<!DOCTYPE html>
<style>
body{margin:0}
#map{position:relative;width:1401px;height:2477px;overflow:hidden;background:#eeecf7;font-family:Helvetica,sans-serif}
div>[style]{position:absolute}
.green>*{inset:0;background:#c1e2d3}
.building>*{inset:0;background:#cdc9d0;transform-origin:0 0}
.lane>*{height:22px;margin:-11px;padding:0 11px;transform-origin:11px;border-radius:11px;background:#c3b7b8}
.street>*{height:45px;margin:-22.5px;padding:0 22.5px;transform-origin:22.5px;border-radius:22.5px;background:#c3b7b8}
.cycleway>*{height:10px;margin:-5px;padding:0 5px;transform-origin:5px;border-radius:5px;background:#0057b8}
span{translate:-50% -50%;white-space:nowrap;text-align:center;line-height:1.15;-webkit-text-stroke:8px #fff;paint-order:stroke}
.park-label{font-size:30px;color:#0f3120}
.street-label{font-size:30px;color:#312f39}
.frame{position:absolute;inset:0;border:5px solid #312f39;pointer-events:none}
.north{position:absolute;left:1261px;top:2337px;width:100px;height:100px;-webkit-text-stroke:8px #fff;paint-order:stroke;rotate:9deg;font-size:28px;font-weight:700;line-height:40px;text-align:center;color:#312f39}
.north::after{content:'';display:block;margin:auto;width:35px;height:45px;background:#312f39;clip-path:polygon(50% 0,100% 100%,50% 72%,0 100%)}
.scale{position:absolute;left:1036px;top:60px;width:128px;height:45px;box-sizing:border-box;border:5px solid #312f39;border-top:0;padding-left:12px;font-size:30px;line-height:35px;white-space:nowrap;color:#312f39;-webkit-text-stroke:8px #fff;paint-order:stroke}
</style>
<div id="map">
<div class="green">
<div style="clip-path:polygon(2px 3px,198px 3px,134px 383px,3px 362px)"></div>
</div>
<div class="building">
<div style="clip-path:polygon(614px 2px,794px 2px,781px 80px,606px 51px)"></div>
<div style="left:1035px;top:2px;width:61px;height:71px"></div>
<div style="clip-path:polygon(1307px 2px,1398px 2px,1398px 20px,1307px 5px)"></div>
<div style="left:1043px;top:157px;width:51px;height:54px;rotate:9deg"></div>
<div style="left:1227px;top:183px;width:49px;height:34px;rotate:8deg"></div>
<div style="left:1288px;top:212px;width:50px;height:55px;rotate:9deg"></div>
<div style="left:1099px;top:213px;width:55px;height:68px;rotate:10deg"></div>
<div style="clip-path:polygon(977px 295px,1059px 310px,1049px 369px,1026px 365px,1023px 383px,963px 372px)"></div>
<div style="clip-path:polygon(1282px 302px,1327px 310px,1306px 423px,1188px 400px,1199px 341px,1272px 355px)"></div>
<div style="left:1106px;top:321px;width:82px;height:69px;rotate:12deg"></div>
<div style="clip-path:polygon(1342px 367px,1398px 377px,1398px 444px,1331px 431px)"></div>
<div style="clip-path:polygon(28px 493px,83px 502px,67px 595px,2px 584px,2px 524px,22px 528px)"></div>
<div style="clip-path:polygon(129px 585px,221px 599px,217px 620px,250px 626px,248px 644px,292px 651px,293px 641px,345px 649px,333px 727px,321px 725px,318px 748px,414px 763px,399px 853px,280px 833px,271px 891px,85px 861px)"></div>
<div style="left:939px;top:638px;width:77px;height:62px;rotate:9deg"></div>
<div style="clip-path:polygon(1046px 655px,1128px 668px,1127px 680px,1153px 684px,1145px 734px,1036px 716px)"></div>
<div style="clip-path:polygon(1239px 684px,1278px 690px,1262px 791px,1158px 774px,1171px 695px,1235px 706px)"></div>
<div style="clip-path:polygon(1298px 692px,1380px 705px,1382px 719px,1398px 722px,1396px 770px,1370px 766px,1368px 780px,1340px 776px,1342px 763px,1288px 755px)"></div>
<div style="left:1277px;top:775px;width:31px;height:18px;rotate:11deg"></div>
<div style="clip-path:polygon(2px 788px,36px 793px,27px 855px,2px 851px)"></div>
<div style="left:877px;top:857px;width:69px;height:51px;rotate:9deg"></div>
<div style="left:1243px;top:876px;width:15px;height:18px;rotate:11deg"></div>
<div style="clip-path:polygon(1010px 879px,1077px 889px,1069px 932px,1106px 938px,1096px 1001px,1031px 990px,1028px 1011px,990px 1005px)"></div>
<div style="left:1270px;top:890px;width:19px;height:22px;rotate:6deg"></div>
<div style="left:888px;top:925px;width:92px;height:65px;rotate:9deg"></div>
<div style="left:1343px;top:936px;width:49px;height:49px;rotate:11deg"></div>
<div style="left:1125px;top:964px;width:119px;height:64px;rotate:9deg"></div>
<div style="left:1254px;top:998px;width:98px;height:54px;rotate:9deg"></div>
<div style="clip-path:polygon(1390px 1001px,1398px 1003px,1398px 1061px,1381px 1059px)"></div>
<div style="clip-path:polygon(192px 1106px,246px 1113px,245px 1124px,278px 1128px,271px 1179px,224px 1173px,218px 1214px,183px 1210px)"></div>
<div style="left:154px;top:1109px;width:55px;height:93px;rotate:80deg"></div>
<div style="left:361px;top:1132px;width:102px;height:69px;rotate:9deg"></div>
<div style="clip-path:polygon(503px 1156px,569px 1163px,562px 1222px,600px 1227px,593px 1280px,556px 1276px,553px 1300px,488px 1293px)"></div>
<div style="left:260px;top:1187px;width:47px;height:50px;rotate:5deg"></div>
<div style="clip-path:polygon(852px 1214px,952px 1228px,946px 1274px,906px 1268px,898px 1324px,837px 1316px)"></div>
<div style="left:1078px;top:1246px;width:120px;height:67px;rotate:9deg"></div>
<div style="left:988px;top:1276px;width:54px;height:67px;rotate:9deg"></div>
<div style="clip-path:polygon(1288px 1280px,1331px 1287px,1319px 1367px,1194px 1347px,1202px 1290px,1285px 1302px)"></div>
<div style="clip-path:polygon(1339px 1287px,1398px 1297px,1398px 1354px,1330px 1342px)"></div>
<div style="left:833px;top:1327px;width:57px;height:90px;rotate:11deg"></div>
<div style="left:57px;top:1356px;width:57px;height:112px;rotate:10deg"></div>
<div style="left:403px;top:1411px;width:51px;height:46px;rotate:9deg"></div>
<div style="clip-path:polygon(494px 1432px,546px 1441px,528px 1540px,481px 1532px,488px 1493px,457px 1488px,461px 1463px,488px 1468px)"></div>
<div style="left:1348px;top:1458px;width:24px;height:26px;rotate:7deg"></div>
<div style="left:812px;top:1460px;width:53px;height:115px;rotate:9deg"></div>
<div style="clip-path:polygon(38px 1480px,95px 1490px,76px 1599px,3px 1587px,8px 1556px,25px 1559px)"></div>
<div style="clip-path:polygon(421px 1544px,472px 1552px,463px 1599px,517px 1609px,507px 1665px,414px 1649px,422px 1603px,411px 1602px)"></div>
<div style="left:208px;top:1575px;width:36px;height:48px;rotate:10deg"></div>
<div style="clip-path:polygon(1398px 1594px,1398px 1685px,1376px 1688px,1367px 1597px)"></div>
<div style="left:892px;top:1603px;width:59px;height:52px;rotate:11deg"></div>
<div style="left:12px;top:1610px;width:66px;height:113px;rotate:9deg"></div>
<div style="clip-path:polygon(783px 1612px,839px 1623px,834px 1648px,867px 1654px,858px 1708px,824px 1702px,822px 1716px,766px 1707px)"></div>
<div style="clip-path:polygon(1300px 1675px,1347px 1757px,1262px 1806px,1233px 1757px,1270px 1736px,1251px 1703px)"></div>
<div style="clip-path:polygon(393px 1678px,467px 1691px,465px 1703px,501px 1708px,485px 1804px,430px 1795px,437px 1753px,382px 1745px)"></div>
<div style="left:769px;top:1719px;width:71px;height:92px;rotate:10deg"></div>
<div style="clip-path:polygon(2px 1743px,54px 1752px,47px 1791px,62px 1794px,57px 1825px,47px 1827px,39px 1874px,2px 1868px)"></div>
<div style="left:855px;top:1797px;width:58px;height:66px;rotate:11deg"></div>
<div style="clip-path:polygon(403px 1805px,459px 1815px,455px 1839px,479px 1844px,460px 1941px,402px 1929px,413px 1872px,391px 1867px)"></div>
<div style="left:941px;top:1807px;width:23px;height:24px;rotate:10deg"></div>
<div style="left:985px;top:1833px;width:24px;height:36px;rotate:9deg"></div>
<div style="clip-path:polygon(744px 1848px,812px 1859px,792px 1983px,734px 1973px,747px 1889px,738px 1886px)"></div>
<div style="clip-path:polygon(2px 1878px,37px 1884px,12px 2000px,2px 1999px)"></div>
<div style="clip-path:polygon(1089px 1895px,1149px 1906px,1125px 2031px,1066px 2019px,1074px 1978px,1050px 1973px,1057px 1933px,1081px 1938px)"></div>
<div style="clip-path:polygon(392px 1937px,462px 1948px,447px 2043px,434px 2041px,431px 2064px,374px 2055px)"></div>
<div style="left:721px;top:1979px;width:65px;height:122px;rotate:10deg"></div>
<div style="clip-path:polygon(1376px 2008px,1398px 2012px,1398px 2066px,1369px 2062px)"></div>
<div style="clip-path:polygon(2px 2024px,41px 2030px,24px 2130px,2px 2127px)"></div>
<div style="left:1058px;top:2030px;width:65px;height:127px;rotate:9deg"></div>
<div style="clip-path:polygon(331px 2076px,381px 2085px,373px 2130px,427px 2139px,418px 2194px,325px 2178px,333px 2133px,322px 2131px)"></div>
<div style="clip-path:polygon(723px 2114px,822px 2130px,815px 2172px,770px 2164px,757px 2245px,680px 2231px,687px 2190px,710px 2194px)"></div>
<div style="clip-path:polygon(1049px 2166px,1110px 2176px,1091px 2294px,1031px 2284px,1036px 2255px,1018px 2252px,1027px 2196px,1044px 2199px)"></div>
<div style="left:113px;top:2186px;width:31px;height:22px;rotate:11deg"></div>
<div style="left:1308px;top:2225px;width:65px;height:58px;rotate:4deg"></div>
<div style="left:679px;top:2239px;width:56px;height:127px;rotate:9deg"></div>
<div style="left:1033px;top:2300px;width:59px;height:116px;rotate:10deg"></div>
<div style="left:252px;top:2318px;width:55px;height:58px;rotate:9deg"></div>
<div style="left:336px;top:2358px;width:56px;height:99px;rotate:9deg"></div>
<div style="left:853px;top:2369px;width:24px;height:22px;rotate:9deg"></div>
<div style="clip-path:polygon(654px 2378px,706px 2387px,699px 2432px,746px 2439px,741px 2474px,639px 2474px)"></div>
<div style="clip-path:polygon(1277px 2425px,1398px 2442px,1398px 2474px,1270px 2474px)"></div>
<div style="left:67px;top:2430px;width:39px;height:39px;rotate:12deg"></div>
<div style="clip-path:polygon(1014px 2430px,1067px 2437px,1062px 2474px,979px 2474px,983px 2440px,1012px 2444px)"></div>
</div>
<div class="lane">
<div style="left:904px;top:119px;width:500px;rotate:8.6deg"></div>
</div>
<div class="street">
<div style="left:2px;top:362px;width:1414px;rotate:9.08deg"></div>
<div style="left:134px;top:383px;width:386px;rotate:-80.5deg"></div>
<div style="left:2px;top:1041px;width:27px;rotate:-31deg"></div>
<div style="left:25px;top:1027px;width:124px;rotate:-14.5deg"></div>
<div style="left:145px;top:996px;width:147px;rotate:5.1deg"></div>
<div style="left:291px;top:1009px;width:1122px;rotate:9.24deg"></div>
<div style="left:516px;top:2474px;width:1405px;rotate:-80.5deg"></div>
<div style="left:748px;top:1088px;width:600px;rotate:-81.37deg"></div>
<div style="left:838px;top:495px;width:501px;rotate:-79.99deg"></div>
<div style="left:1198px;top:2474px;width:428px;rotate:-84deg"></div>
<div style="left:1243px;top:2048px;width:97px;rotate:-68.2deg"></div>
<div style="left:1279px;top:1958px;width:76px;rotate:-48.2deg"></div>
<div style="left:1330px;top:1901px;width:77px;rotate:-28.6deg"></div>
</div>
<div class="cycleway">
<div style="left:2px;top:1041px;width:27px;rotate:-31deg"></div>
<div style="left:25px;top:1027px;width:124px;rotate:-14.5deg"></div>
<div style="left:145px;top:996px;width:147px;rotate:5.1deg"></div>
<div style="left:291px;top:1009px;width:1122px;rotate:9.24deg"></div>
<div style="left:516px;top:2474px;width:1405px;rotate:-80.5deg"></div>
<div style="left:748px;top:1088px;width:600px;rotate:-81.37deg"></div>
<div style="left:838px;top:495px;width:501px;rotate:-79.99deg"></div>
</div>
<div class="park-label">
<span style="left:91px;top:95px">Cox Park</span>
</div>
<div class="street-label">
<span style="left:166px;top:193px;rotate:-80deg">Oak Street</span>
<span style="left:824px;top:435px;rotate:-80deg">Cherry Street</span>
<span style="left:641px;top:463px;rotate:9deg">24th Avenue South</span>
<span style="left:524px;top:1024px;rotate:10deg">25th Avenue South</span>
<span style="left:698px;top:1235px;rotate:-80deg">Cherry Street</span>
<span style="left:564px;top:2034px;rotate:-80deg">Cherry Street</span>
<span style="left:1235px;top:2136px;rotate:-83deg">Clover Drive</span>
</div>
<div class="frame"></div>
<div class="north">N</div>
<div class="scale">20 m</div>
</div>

---

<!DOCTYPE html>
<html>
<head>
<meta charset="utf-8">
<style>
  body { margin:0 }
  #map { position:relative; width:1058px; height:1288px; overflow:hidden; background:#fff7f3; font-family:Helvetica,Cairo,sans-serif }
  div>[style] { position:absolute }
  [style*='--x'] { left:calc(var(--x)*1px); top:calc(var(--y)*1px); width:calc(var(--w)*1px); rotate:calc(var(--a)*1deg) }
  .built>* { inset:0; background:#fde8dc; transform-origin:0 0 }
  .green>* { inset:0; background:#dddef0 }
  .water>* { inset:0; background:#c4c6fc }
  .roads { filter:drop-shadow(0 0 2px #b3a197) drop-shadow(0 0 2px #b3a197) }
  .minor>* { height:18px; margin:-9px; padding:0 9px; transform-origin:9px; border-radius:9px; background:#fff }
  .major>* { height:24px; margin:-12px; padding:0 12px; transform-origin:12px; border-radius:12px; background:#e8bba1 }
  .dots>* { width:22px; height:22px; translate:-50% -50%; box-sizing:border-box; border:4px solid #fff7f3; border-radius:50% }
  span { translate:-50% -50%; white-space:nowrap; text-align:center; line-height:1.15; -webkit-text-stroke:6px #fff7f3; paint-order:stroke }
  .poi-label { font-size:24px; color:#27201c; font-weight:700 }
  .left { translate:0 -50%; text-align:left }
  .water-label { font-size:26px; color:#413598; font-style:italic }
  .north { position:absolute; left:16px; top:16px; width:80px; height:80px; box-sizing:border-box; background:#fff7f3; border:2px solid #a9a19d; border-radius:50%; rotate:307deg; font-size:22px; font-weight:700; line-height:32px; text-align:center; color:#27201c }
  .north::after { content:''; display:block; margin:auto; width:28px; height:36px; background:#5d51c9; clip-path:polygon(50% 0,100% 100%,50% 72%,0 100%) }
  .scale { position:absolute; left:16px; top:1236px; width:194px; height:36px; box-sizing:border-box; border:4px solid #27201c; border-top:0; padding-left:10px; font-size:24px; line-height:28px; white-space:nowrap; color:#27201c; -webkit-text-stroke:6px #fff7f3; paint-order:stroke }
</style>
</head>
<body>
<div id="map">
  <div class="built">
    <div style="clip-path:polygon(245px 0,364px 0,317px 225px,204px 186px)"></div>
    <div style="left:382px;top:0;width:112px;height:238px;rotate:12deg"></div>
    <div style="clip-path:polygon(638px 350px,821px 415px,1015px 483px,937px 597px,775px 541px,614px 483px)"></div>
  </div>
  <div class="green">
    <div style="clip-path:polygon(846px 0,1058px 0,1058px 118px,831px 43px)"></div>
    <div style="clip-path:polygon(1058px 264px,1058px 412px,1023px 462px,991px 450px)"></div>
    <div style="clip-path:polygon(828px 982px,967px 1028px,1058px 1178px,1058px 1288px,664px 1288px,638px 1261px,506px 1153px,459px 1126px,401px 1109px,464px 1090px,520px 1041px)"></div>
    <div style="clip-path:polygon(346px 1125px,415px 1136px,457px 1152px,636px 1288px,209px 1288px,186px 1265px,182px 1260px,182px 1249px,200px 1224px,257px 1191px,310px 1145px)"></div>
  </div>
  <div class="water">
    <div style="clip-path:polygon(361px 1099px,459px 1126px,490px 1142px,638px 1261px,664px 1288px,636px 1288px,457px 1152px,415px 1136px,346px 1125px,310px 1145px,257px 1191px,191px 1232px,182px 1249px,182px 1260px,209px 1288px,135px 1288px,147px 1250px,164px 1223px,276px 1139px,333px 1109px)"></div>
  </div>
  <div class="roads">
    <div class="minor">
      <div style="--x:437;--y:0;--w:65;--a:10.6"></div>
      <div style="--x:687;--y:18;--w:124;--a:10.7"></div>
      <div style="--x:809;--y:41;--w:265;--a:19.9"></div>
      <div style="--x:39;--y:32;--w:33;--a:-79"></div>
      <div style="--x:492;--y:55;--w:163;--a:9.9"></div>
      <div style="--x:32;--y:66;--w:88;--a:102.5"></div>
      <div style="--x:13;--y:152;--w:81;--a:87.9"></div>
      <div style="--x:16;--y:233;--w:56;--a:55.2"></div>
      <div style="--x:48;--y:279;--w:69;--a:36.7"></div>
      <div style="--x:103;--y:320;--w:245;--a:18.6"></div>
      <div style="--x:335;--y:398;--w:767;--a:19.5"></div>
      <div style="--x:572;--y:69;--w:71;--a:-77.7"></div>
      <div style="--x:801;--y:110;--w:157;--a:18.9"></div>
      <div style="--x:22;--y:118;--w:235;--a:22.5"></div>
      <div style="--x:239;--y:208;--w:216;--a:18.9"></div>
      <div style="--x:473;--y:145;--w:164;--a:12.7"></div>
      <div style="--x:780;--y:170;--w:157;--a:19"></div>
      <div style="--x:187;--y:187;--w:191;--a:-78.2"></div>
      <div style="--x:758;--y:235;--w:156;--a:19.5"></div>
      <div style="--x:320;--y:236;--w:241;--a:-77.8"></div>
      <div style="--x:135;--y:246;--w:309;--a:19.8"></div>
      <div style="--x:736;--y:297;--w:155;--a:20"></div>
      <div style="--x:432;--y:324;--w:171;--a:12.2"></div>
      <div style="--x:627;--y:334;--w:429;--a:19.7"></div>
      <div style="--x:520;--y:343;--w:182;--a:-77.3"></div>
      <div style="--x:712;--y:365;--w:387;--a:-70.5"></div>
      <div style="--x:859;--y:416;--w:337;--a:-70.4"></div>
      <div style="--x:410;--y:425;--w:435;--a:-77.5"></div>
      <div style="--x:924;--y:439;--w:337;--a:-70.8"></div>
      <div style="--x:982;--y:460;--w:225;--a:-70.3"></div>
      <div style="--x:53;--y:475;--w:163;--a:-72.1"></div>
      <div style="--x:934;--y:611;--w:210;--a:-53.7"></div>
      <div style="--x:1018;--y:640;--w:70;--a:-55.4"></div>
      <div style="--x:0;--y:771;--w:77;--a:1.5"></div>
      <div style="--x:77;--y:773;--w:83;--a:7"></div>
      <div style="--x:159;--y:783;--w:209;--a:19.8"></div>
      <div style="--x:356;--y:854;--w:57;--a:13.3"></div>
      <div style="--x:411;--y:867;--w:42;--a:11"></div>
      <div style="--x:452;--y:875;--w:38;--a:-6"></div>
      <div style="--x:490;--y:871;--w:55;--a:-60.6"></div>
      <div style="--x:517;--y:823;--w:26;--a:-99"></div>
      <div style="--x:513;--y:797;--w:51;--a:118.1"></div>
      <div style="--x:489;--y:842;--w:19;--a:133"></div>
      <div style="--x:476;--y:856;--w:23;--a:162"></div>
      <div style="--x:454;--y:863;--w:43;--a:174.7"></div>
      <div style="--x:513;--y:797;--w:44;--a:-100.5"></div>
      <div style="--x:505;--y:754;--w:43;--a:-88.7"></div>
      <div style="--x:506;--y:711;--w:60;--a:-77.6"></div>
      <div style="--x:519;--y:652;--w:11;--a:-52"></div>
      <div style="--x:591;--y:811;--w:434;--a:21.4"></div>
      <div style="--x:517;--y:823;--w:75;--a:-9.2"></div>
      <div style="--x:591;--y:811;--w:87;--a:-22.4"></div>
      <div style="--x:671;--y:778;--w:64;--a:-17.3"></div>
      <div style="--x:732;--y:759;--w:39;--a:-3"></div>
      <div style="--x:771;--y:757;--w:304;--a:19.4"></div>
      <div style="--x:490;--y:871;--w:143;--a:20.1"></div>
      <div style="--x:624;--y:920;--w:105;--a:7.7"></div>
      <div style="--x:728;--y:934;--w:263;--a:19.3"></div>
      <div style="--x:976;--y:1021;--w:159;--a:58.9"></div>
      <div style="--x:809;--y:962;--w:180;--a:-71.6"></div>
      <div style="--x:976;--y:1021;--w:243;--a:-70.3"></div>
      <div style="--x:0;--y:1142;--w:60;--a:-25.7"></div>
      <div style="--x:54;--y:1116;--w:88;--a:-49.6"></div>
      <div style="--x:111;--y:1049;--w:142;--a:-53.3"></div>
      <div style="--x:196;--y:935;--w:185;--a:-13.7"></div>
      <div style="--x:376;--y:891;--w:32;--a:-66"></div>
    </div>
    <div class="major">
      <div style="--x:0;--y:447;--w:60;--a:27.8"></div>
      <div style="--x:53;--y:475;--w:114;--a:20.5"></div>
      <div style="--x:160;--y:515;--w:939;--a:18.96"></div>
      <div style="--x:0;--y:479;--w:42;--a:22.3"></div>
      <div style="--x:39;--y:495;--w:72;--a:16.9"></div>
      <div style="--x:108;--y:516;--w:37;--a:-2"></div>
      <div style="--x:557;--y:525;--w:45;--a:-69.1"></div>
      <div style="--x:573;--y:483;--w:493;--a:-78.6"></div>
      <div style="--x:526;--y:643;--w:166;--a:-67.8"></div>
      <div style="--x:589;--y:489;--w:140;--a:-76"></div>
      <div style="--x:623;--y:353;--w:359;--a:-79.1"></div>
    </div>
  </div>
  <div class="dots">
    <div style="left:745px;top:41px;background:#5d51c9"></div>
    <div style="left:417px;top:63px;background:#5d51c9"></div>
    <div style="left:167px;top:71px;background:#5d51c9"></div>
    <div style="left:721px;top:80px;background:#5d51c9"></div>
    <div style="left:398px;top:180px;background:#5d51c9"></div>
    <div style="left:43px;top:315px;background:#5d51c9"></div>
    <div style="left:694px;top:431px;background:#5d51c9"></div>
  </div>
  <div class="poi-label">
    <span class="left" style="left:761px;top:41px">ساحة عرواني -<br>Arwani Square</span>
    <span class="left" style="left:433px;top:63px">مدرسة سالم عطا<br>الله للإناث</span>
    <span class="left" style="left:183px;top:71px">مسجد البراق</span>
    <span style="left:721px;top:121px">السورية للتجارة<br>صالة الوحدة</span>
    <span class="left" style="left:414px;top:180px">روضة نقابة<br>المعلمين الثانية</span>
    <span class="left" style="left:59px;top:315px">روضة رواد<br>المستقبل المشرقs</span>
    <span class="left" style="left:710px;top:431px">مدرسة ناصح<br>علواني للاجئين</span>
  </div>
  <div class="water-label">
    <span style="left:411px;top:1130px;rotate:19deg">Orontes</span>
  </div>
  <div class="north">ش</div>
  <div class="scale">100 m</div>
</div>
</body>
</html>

— What the exercise asks —
Write out exactly the lines above between the line with "height:18px; margin:-9px; padding:0" and the line with "width:22px; height:22px; translate:-50%", inclusive, and nothing beyond them.

— Answer to this task —
  .minor>* { height:18px; margin:-9px; padding:0 9px; transform-origin:9px; border-radius:9px; background:#fff }
  .major>* { height:24px; margin:-12px; padding:0 12px; transform-origin:12px; border-radius:12px; background:#e8bba1 }
  .dots>* { width:22px; height:22px; translate:-50% -50%; box-sizing:border-box; border:4px solid #fff7f3; border-radius:50% }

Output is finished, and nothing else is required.